**REQUIREMENT**
Return copies of the lines below that mention "absolute".

[Stored data entries]

# # # # # # #

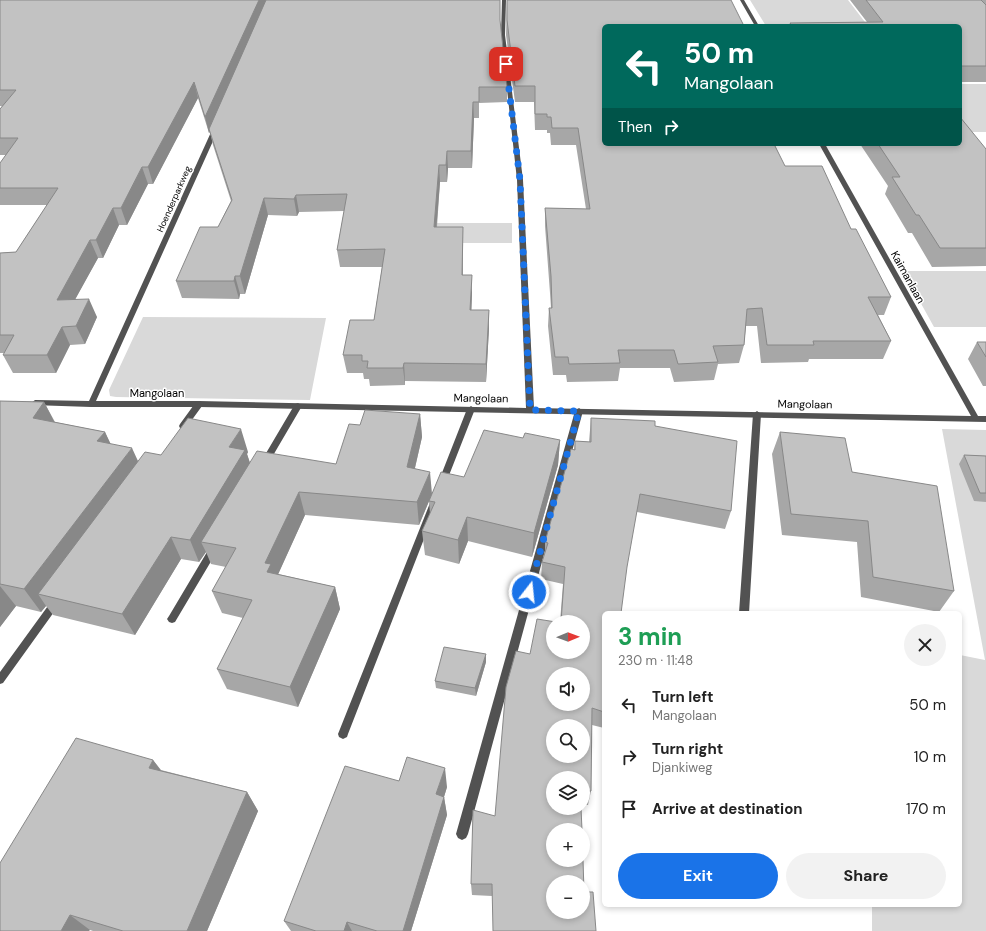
<!DOCTYPE html>
<meta charset="utf-8">
<style>
body{margin:0;font-family:"DM Sans",sans-serif;background:#f2f2f2;color:#222;height:100vh;display:flex;flex-direction:column;font-size:15px;white-space:nowrap}
*{box-sizing:border-box;margin:0}
p{font-size:13px;color:#767676}
.icon{flex:none;width:22px;height:22px;fill:none;stroke:currentColor;stroke-width:2;stroke-linecap:round;stroke-linejoin:round}
.map{position:relative;flex:1;overflow:hidden}
.panel{position:absolute;left:602px;top:611px;width:360px;height:296px;display:flex;flex-direction:column;background:#fff;border-radius:6px;box-shadow:0 2px 6px #0003}
.panel>*{flex:none}
.guide{position:absolute;left:602px;top:24px;width:360px;height:122px;border-radius:6px;box-shadow:0 2px 6px #0003;background:#00695c;color:#fff;overflow:hidden}
.needle{width:26px;rotate:89deg}
.controls{position:absolute;left:546px;top:615px;display:grid;gap:8px}
.controls a{display:grid;place-items:center;width:44px;height:44px;border-radius:50%;background:#fff;box-shadow:0 2px 6px #0003;font-size:20px}
.pin{position:absolute;display:grid;place-items:center;width:34px;height:34px;color:#fff;margin:-17px;border-radius:8px;box-shadow:0 2px 6px #0006}
.me{position:absolute;width:44px;margin:-22px;rotate:16deg;stroke-linejoin:round;filter:drop-shadow(0 0 3px #0008)}
.turn{display:flex;align-items:center;gap:14px;height:84px;padding:0 16px;font-size:18px}
.turn .icon{width:52px;height:52px;stroke-width:2.5}
.turn b{display:block;font-size:28px;line-height:34px}
.then{display:flex;align-items:center;height:38px;padding:0 16px;background:#0003;gap:8px;font-size:15px}
.round{display:grid;place-items:center;flex:none;width:42px;height:42px;border-radius:21px;background:#f2f2f2}
.headline{display:flex;align-items:center;justify-content:space-between;height:68px;padding:0 16px}
h1{font-size:24px;font-weight:700;line-height:30px;color:#1e9e55}
.primary-button{display:flex;gap:8px;margin-top:auto;padding:8px 16px}
.primary-button a{flex:1;height:46px;border-radius:24px;background:#1a73e8;color:#fff;font-size:16px;font-weight:700;line-height:46px;text-align:center}
.primary-button a+a{background:#f2f2f2;color:#222}
ul{padding:0;list-style:none}
li{display:flex;align-items:center;gap:12px;height:52px;padding:0 16px}
li div{flex:1}
li b{display:block;font-size:15px}
li em{font-style:normal}
.map>svg:first-child{display:block}
</style>
<div class="map">
<svg width="986" height="931" viewBox="0 0 986 931">
<rect width="100%" height="100%" fill="#fff"/>
<path fill="#d9d9d9" d="M750,0h98l20,26h-102z
M960,84h26v48h-26z
M348,223h164v20h-168z
M903,271h83v56h-52z
M143,317l183,1 -16,82 -194,-3 -6,-1 -1,-6z
M942,429l44,1v501h-114v-26h88v-250l25,5z"/>
<g fill="none" stroke-linecap="round" stroke-linejoin="round">
<path fill="#525252" fill-rule="evenodd" d="M199,401l3,1 1,2 -1,2 -16,22h-6l-1,-2 1,-2 16,-22z
M298,403l4,3 -34,58h-6l-1,-2 1,-2 33,-56z
M471,406l4,3 -29,74 -1,2h-6l-1,-2 29,-74z
M579,408l4,3 -115,423 -2,4 -4,2 -4,-2 -2,-4 119,-423z
M757,411l4,3 -12,199h-10l14,-199z
M434,500l3,1 1,2 -90,231 -1,3 -4,2 -4,-2 -1,-3 92,-231 1,-2z
M213,546l3,1 1,3 -1,3 -41,69 -3,1 -3,-1 -2,-3 2,-3 41,-69z
M56,598l3,1 2,3 -2,3 -56,78 -3,1v-12l53,-73z"/>
<path fill="#525252" fill-rule="evenodd" d="M502,0h4l-1,35 18,145 11,228 437,8 -152,-272h6l153,272h8v6l-787,-15h-108l-59,-2 -1,-2 4,-3 54,1 123,-271 3,-2 3,2 -122,271h103l327,7 -9,-228 -16,-145z
M740,0h4l15,26h-4z"/>
</g>
<path fill="#a7a7a7" d="M0,0h500v23l7,64v15l-28,1v15h-5l-2,50h-24l-1,14h-7l-3,45 26,17v31l9,17 -1,18h18v18l-3,54 -81,-1v4l-35,1 -1,-7h-5l-1,-6h-16l-4,-18 31,-35 8,-53h-42l-3,-17 7,-39 -45,1 -2,4 -29,-1 -23,79h-5l-1,5 -57,-1 -6,-17 42,-54 13,-26 -18,-56 -3,-13 -1,1 -11,-35 -45,86h-5l-21,41h-8l-16,33h-5l-23,41 22,18 -12,27 -15,1 -14,28h-43l-10,-18 2,-2h-5v-100l16,-1 31,-47h-47v-42l6,-8h-6v-46l2,-3h-2z
M507,0l97,26 181,140 66,63 40,68 -7,18h-6l13,26 -8,18h-74l-1,3 -47,1 -4,-37h-11l-2,19 -5,18 -21,1 -4,16 -40,2 -4,-14h-50l-2,13 -51,1 -1,-7h-13l-5,-49 1,-18h2l-1,-15 -5,-67v-18l41,1 -10,-64h-25l-1,-12h-3v-3h-12l-1,-28h-19l-9,-67z
M850,0h136v82h-26v-56h-171l1,-3 77,-1z
M860,144h100l26,5v117l-54,1 -20,-34h-4l-23,-39 3,-8z
M977,342h9v44h-3l-15,-27z
M0,401l44,1 11,20 50,10 5,12 28,17 23,-6 87,-3 -1,2 3,9 86,1 24,-39 60,-11 2,23 -7,31 17,26 -13,31 -114,-10 -27,59 57,13 5,22 -42,98 -71,-18 -10,-20 26,-51 -21,-5 -10,-22 14,-24 -15,-3 -5,-12 -7,10 -18,-3 -46,76 -82,-20 -7,-9 -5,6 -25,-6 -16,21z
M591,418l64,8 76,85 -6,18 -88,-17 -33,101v115l-12,-3 -1,66 -3,14h-5v-27l-91,118 -20,-1 -1,-11 24,-68 35,-162 23,-2 30,-30h-23l3,-38 -22,-5 1,-17 3,-9v-11l29,-92 1,-9 14,1z
M780,432l72,40 102,119 -15,21 -78,-15 -4,-55 -75,-7 -10,-81z
M523,438l37,2 -2,25 -26,92 -64,-16 -9,23 -34,-9 -3,-24 8,-17 -1,-13 35,-24z
M964,455l22,1v46l-12,-1 -15,-37z
M486,654v8l-10,34 -40,-8 -1,-7z
M153,760l8,10 86,22 11,19 -51,120h-114l-3,-1 -90,1z
M399,781l48,6 -3,10 3,18 -36,116h-120l-7,-10z"/>
<path fill="#888" d="M259,0h9l-59,133 -4,-16z
M194,82l4,16 -45,86 -5,-17z
M473,102l1,16 -2,50 -1,-17z
M447,151l1,17 -1,14 -1,-17z
M439,165l1,17 -5,62 -1,-17z
M142,167l6,17 -21,41 -6,-17z
M296,195l3,17 -2,4 -3,-17z
M264,198l4,17 -23,79 -5,-18z
M113,208l6,17 -16,33 -7,-18z
M463,227v17l-1,48v-17z
M90,240l8,18 -33,60 -8,-18z
M472,275v17l-1,36 -1,-18z
M235,276l5,18 -1,5 -5,-18z
M89,299l8,18 -12,27 -9,-18z
M489,310v18l-3,54v-18z
M62,327l8,18 -14,28 -9,-18z
M404,363l1,18v4l-2,-17z
M44,402l13,25 -24,-9z
M420,414l2,23 -12,52 -3,-22z
M241,429l7,23 -1,2 6,18 -52,70 5,10 -7,10 -9,-22 39,-93z
M105,432l12,25 -20,-16z
M560,440l-2,25 -26,92 2,-24z
M132,448l11,24 -105,122 8,12 -5,6 -17,-23z
M430,472l2,22 -13,31 -2,-23z
M299,492l6,23 -29,64 -9,-7 -2,-9z
M467,517l1,24 -9,23 -1,-24z
M171,537l10,22 -46,76 -13,-21z
M0,586l16,20 -16,21z
M335,587l5,22 -42,98 -8,-20z
M486,654v8l-10,34 -1,-8z
M153,760l15,20 -19,-12z
M445,768l2,19 -8,26 -3,-19z
M247,792l11,19 -51,120h-20z
M444,797l3,18 -36,116h-8z
M70,915l20,15 -1,1h-28z
M347,922l5,9h-8z"/>
<path fill="#c2c2c2" stroke="#888" fill-rule="evenodd" d="M0,0h259l-54,117 -11,-35 -46,85h-6l-21,41h-8l-17,32h-6l-33,60 32,-1 -13,27 -14,1 -15,28h-44l11,-20h-14v-82l16,-1 42,-64h-58v-25l18,-25h-18v-29l16,-19h-16z
M266,0h234v20l7,67h-28v15h-6l-2,49h-24l-1,14h-7l-5,62h29l-1,48h10l-2,35h19l-3,54 -82,-1 -1,5h-36l1,-7h-6v-6h-19l7,-35h24l11,-71 -48,1 10,-56 -51,1 -2,4 -30,-1 -24,78h-5l-1,5h-58l24,-54h18l14,-27 -23,-71z
M507,0h224l13,26h-140v118h170l11,22h37l29,63h5l35,68h-23l23,44h-78l1,4h-47l-5,-37 -15,1 -3,36 -31,1 5,16 -40,2 -4,-14h-56l2,13 -51,1 -1,-7h-13l-6,-49h3l-1,-32 -6,-68 45,1 -12,-81h-26l-1,-11h-4v-3h-12v-28h-20l-8,-66z
M866,0h115l5,5v61h-26v-40h-168l-2,-3 93,-1z
M960,117l26,32v99h-46l-21,-33h-3l-24,-38h8l-22,-33h82z
M977,342h9v15z
M0,401l44,1 -11,16 72,14 -8,9 35,7 -108,141 -24,-5z
M365,410l55,4 -13,53 23,5 -13,30 -118,-10 -34,71 6,1 -4,8 68,15 -45,100 -73,-18 35,-69 -40,-9 24,-43 -35,-6 56,-91 79,13 13,-40 11,1z
M188,418l53,11 -12,18 16,3 -55,90 -19,-3 -49,77 -84,-20 107,-142 16,3z
M591,418l64,3v5l82,15 -6,70 -91,-17 -13,73 -6,46h-17v99l-12,-4 -1,83h-8v-13h-30v30h28l1,22h-29v30h30l1,32h9l3,39h-103l-1,-47h-21l2,-74 22,6 11,-129 10,-36 14,3 7,-35 19,3h-3v30h30v-30h-22l4,-55 -23,-5 6,-19 -3,-1 26,-93 4,1v-9l16,1zM553,674h30v30h-30zM553,726h30v30h-30zM553,882h30v30h-30z
M484,430l39,8 2,-5 35,7 -26,93 -67,-16 -9,23 -36,-9 13,-29 -6,-1 12,-29 23,5z
M780,432l65,6 7,34 85,14 17,105 -81,-14 -5,-56 -77,-7z
M964,455l22,1v37h-6z
M444,647l42,7 -11,34 -40,-7z
M76,738l77,22 -4,8 98,24 -60,139h-64l-53,-16 -9,16h-61v-68z
M407,757l38,11 -9,26 8,3 -41,134h-26l-30,-9 -3,9h-28l-32,-10 61,-155 54,15z"/>
<g fill="none" stroke-linecap="round" stroke-linejoin="round">
<path stroke="#1a73e8" stroke-width="7" stroke-dasharray="0 12.6" d="M506,64l14,116 10,230 49,1 -50,181"/>
</g>
<g text-anchor="middle" dominant-baseline="central" stroke-width="3" stroke-linejoin="round" paint-order="stroke">
<g font-size="9" fill="#000" stroke="#fff">
<text transform="translate(174 199) rotate(-66)">Hoenderparkweg</text>
</g>
<g font-size="11" fill="#000" stroke="#fff">
<text transform="translate(908 277) rotate(61)">Kaimanlaan</text>
<text x="157" y="393">Mangolaan</text>
<text transform="translate(481 398) rotate(1)">Mangolaan</text>
<text transform="translate(805 404) rotate(1)">Mangolaan</text>
</g>
</g>
</svg>
<div class="controls">
<a><svg class="needle" viewBox="-14 -14 28 28"><path d="M0-13l5 13h-10z" fill="#e53935"/><path d="M0 13l5-13h-10z" fill="#767676"/></svg></a>
<a><svg class="icon" aria-label="sound" viewBox="0 0 24 24"><path d="M4 9h4l5-4v14l-5-4H4zM17 9q2 3 0 6"/></svg></a>
<a><svg class="icon" aria-label="search" viewBox="0 0 24 24"><circle cx="10" cy="10" r="6"/><path d="M15 15l6 6"/></svg></a>
<a><svg class="icon" aria-label="layers" viewBox="0 0 24 24"><path d="M12 4l9 5-9 5-9-5zM3 14l9 5 9-5"/></svg></a>
<a>+</a>
<a>−</a>
</div>
<div class="pin" style="left:506px;top:64px;background:#d93025"><svg class="icon" aria-label="arrive" viewBox="0 0 24 24"><path d="M6 21V4h12l-3 4 3 4H6"/></svg></div>
<svg class="me" style="left:529px;top:592px" viewBox="-20 -20 40 40"><circle r="17" fill="#1a73e8" stroke="#fff" stroke-width="3"/><path d="M0-11L8 9 0 5-8 9z" fill="#fff"/></svg>
<div class="guide">
<div class="turn"><svg class="icon" aria-label="left" viewBox="0 0 24 24"><path d="M17 20v-9H6M10 6l-5 5 5 5"/></svg><div><b>50 m</b>Mangolaan</div></div>
<div class="then">Then<svg class="icon" aria-label="right" viewBox="0 0 24 24"><path d="M7 20v-9h11M14 6l5 5-5 5"/></svg></div>
</div>
<section class="panel">
<div class="headline"><div><h1>3 min</h1><p>230 m · 11:48</p></div><a class="round"><svg class="icon" aria-label="close" viewBox="0 0 24 24"><path d="M6 6l12 12M18 6L6 18"/></svg></a></div>
<ul>
<li><svg class="icon" aria-label="left" viewBox="0 0 24 24"><path d="M17 20v-9H6M10 6l-5 5 5 5"/></svg><div><b>Turn left</b><p>Mangolaan</p></div><em>50 m</em></li>
<li><svg class="icon" aria-label="right" viewBox="0 0 24 24"><path d="M7 20v-9h11M14 6l5 5-5 5"/></svg><div><b>Turn right</b><p>Djankiweg</p></div><em>10 m</em></li>
<li><svg class="icon" aria-label="arrive" viewBox="0 0 24 24"><path d="M6 21V4h12l-3 4 3 4H6"/></svg><div><b>Arrive at destination</b></div><em>170 m</em></li>
</ul>
<div class="primary-button"><a>Exit</a><a>Share</a></div>
</section>
</div>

# # # # # # #

**ANSWER TO THE EXERCISE**
.panel{position:absolute;left:602px;top:611px;width:360px;height:296px;display:flex;flex-direction:column;background:#fff;border-radius:6px;box-shadow:0 2px 6px #0003}
.guide{position:absolute;left:602px;top:24px;width:360px;height:122px;border-radius:6px;box-shadow:0 2px 6px #0003;background:#00695c;color:#fff;overflow:hidden}
.controls{position:absolute;left:546px;top:615px;display:grid;gap:8px}
.pin{position:absolute;display:grid;place-items:center;width:34px;height:34px;color:#fff;margin:-17px;border-radius:8px;box-shadow:0 2px 6px #0006}
.me{position:absolute;width:44px;margin:-22px;rotate:16deg;stroke-linejoin:round;filter:drop-shadow(0 0 3px #0008)}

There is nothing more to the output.